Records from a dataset

▼▼▼

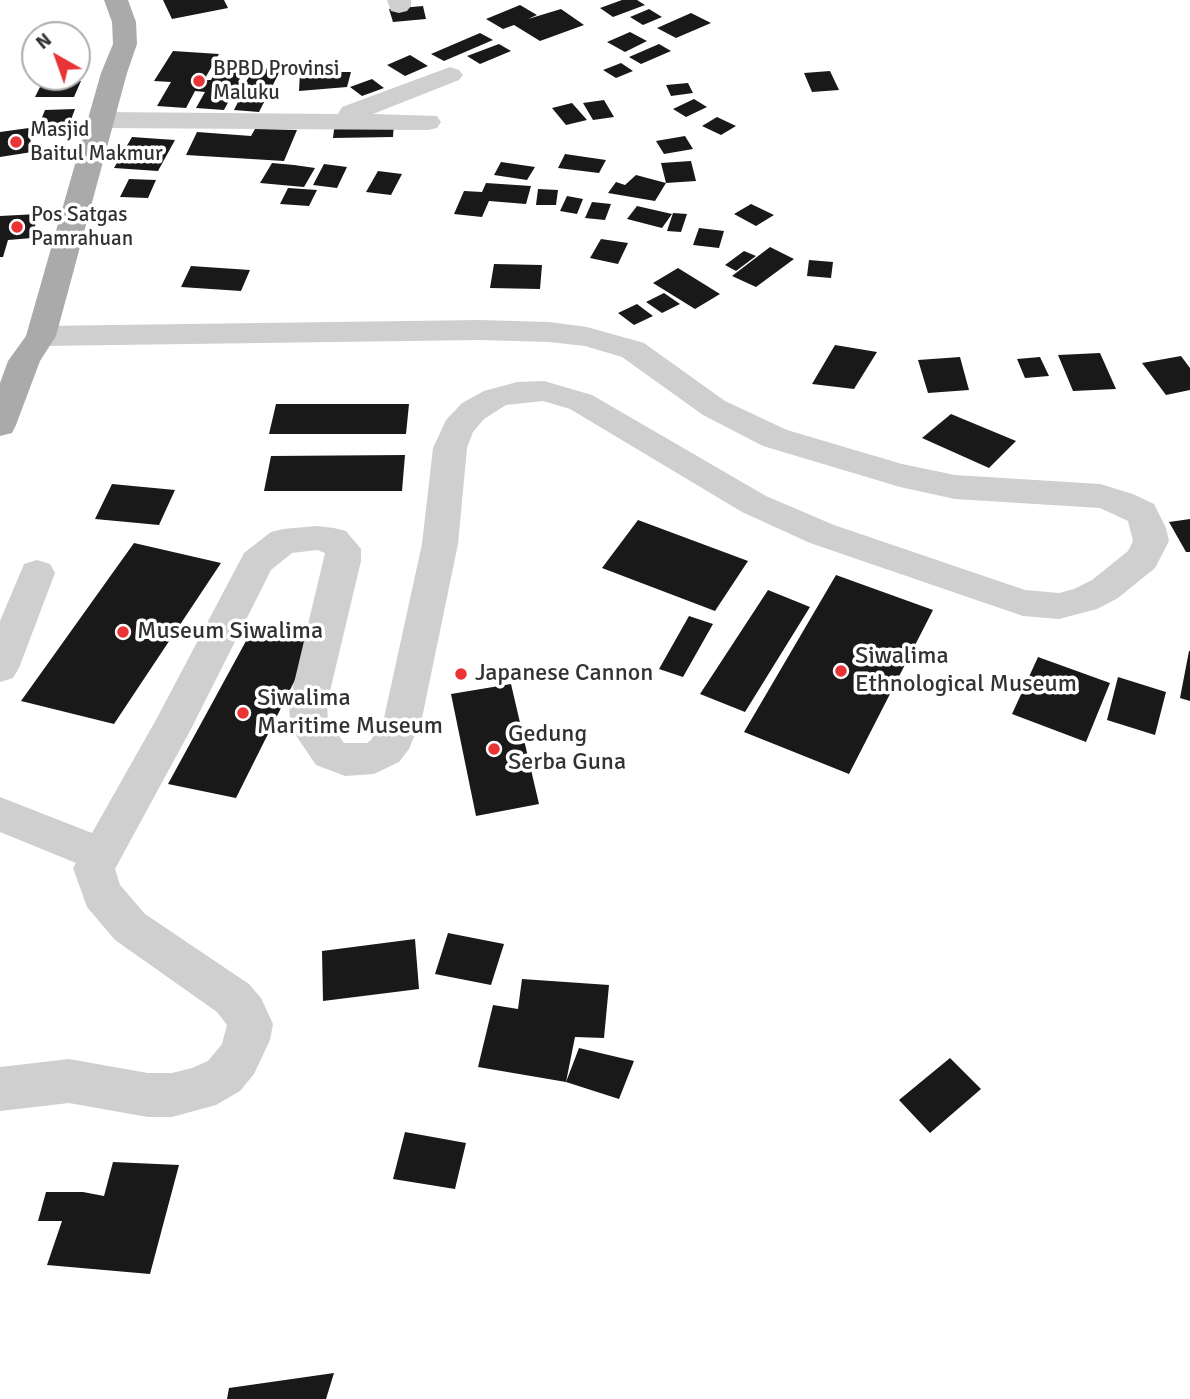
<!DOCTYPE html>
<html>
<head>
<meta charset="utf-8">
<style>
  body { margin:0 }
  #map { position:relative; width:1190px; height:1399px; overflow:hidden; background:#fff; font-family:Signika,sans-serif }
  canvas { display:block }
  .north { position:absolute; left:21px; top:21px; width:70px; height:70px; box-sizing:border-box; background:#fff; border:2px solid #adadad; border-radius:50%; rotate:320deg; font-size:19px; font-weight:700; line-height:28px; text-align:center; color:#323232 }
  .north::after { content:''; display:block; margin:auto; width:24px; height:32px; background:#e93334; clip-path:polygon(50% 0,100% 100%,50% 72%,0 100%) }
</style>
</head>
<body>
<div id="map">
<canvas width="1190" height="1399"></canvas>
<div class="north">N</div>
</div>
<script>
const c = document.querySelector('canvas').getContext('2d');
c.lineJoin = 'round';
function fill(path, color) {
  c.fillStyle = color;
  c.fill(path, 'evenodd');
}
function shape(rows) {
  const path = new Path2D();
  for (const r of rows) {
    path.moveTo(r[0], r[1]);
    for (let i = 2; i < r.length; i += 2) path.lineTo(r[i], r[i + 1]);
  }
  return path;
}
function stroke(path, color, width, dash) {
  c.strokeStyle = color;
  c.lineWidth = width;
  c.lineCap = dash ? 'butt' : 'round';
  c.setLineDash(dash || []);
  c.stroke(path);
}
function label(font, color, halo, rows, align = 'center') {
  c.font = font + ' Signika,sans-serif';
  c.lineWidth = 7;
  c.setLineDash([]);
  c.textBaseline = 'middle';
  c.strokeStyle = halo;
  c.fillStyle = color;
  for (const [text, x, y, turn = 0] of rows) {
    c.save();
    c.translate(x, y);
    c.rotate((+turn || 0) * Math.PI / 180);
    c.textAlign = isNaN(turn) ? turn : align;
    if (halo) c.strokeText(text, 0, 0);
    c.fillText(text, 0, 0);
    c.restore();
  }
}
fill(shape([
  [163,0,224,0,228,8,172,19],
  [622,0,637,0,645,5,613,17,600,8],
  [520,5,537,15,528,19,561,9,584,25,540,41,514,25,503,29,486,19],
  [423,6,426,19,393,22,389,9],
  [649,9,662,17,643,25,630,17],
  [691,13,711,23,676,38,657,28],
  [630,32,647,41,625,52,607,42],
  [480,33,493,40,444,61,431,54],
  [499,44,511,51,480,64,467,56],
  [659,44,671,51,641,64,629,57],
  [173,51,219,54,204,80,211,80,219,66,246,68,238,82,246,82,254,68,281,69,259,112,234,110,242,94,233,93,224,110,196,108,205,92,195,91,186,108,157,106,171,82,154,81],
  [410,55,428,66,405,76,387,65],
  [621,63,633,71,616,78,603,70],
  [830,71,839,90,812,92,804,73],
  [300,72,351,72,347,87,299,91],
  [372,79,384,88,362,96,350,87],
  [43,81,81,81,74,97,35,97],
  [688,83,693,93,671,96,666,85],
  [694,99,707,107,686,117,673,109],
  [604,100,614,117,593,120,583,103],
  [572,103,587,120,566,125,552,108],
  [75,109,69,125,39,125,45,110],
  [717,117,736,126,721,135,702,126],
  [335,122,394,122,393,137,333,138],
  [29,128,32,152,0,157,0,132],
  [255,129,297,130,284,161,186,155,197,132,251,136],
  [685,136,693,149,664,154,656,141],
  [132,137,175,140,158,171,114,168],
  [565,154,606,160,599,173,558,168],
  [691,161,696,181,666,183,661,163],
  [501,162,535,167,527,180,494,175],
  [272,163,294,165,315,168,304,187,260,183],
  [324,164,347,167,337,188,313,185],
  [378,171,402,174,391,195,366,192],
  [636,175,666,183,655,201,608,193,616,182,625,185],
  [129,179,156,180,148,198,120,197],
  [486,183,531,186,526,204,489,201,482,217,454,214,464,191,482,192],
  [288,188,317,190,309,206,280,204],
  [538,189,558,190,556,205,536,205],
  [567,196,583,199,577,214,560,211],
  [592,202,611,204,605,220,585,218],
  [751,204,774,215,756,226,734,214],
  [637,206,672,214,662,228,627,219],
  [673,213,687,214,681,232,667,231],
  [38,214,32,238,8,240,3,257,0,257,0,216],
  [699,228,724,231,719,248,693,245],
  [601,239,628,243,618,264,590,258],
  [770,247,794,259,756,287,732,276],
  [744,251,756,256,736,271,725,265],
  [809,260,833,262,831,278,807,276],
  [494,264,542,265,540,289,490,288],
  [191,266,250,270,241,291,181,287],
  [678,268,720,294,695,309,653,283],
  [664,293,680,304,662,313,646,302],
  [637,304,653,316,634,325,618,313],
  [835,345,877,352,854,389,812,384],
  [1100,353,1116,389,1073,391,1058,355],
  [1181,356,1190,368,1190,390,1166,395,1142,363],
  [960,357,969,390,928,393,918,360],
  [1040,357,1049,376,1025,378,1017,359],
  [276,404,409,404,406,434,269,434],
  [951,414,1016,441,989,468,922,438],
  [405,455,402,491,264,491,271,456],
  [112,484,175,490,159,525,95,519],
  [1190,519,1190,552,1186,552,1169,522],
  [638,520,748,561,715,611,602,568],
  [134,543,221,563,114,724,21,701],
  [836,575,933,610,849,774,744,732],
  [768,590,810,607,745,712,700,694],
  [689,616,713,624,683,677,659,669],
  [252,630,314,642,236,798,168,784],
  [1189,651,1190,651,1190,701,1180,698],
  [1038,657,1110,683,1086,742,1012,714],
  [1118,677,1166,692,1155,735,1107,720],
  [511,684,539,804,476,816,451,694],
  [448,933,504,944,491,985,435,974],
  [415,939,419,989,323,1001,322,951],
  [522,979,609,985,604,1038,575,1037,566,1082,579,1048,634,1061,619,1099,566,1082,478,1067,493,1005,518,1009],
  [950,1058,981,1089,930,1133,899,1100],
  [405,1132,466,1143,455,1189,393,1179],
  [113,1162,179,1165,150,1274,47,1265,62,1221,38,1221,46,1192,83,1192,104,1196],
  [334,1373,326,1399,227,1399,229,1388]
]), '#191919');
fill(shape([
  [387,0,411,0,411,6,407,11,399,13,391,11,387,0],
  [450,67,459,70,463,75,459,80,373,114,437,116,441,122,437,128,428,130,103,128,94,126,90,120,94,114,103,112,338,114,342,107,450,67],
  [480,320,549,322,587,327,644,343,725,401,787,430,902,464,955,475,1100,484,1133,494,1154,504,1166,528,1169,541,1155,568,1118,598,1097,609,1059,619,1023,616,810,543,742,512,570,409,543,401,506,405,484,419,473,432,467,448,458,544,422,718,409,749,399,762,374,774,345,776,316,765,297,737,290,720,289,704,325,553,317,550,292,553,271,570,191,729,115,869,120,885,145,914,249,984,261,998,273,1024,270,1040,254,1074,240,1091,216,1105,172,1117,148,1117,69,1103,0,1111,0,1067,69,1059,148,1073,172,1073,192,1068,208,1061,222,1044,227,1025,217,1012,115,940,87,907,73,868,76,863,0,832,0,797,92,833,157,718,244,553,271,532,283,529,317,526,334,528,346,531,361,549,361,561,327,704,328,720,344,743,367,743,371,740,384,718,422,544,433,448,446,420,462,403,484,391,517,382,544,381,592,395,766,496,834,525,1025,590,1059,593,1074,589,1092,580,1128,551,1133,541,1128,521,1100,508,955,499,900,487,763,446,703,415,622,357,585,346,549,342,480,340,41,346,30,343,26,336,30,329,41,326,480,320],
  [37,560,50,564,55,573,19,668,13,678,0,682,0,621,24,564,37,560]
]), '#cfcfcf');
fill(shape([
  [104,0,128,0,136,22,137,44,127,73,56,336,40,361,16,425,12,433,0,436,0,383,8,361,26,336,101,73,113,44,112,22,104,0]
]), '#aaa');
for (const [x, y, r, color] of [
  [199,81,7,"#e93334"],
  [16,142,7,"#e93334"],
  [17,227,7,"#e93334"],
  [123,632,7,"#e93334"],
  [841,671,7,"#e93334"],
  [461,674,7,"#e93334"],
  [243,713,7,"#e93334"],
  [494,749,7,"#e93334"]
]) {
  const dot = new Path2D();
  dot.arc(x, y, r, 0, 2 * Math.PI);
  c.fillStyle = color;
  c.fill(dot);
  stroke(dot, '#fff', 2.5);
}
label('21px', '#323232', '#fff', [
  ["BPBD Provinsi",213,69],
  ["Maluku",213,93],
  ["Masjid",30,130],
  ["Baitul Makmur",30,154],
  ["Pos Satgas",31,215],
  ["Pamrahuan",31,239]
], 'left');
label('24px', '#323232', '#fff', [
  ["Museum Siwalima",137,632],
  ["Siwalima",855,657],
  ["Ethnological Museum",855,685],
  ["Japanese Cannon",475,674],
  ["Siwalima",257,699],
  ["Maritime Museum",257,727],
  ["Gedung",508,735],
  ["Serba Guna",508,763]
], 'left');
</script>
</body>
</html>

▲▲▲

Each line from the one holding "for (const [x, y, r, color]" to the end of the entries is to be written out exactly. Skip every line before it.

**Response**
for (const [x, y, r, color] of [
  [199,81,7,"#e93334"],
  [16,142,7,"#e93334"],
  [17,227,7,"#e93334"],
  [123,632,7,"#e93334"],
  [841,671,7,"#e93334"],
  [461,674,7,"#e93334"],
  [243,713,7,"#e93334"],
  [494,749,7,"#e93334"]
]) {
  const dot = new Path2D();
  dot.arc(x, y, r, 0, 2 * Math.PI);
  c.fillStyle = color;
  c.fill(dot);
  stroke(dot, '#fff', 2.5);
}
label('21px', '#323232', '#fff', [
  ["BPBD Provinsi",213,69],
  ["Maluku",213,93],
  ["Masjid",30,130],
  ["Baitul Makmur",30,154],
  ["Pos Satgas",31,215],
  ["Pamrahuan",31,239]
], 'left');
label('24px', '#323232', '#fff', [
  ["Museum Siwalima",137,632],
  ["Siwalima",855,657],
  ["Ethnological Museum",855,685],
  ["Japanese Cannon",475,674],
  ["Siwalima",257,699],
  ["Maritime Museum",257,727],
  ["Gedung",508,735],
  ["Serba Guna",508,763]
], 'left');
</script>
</body>
</html>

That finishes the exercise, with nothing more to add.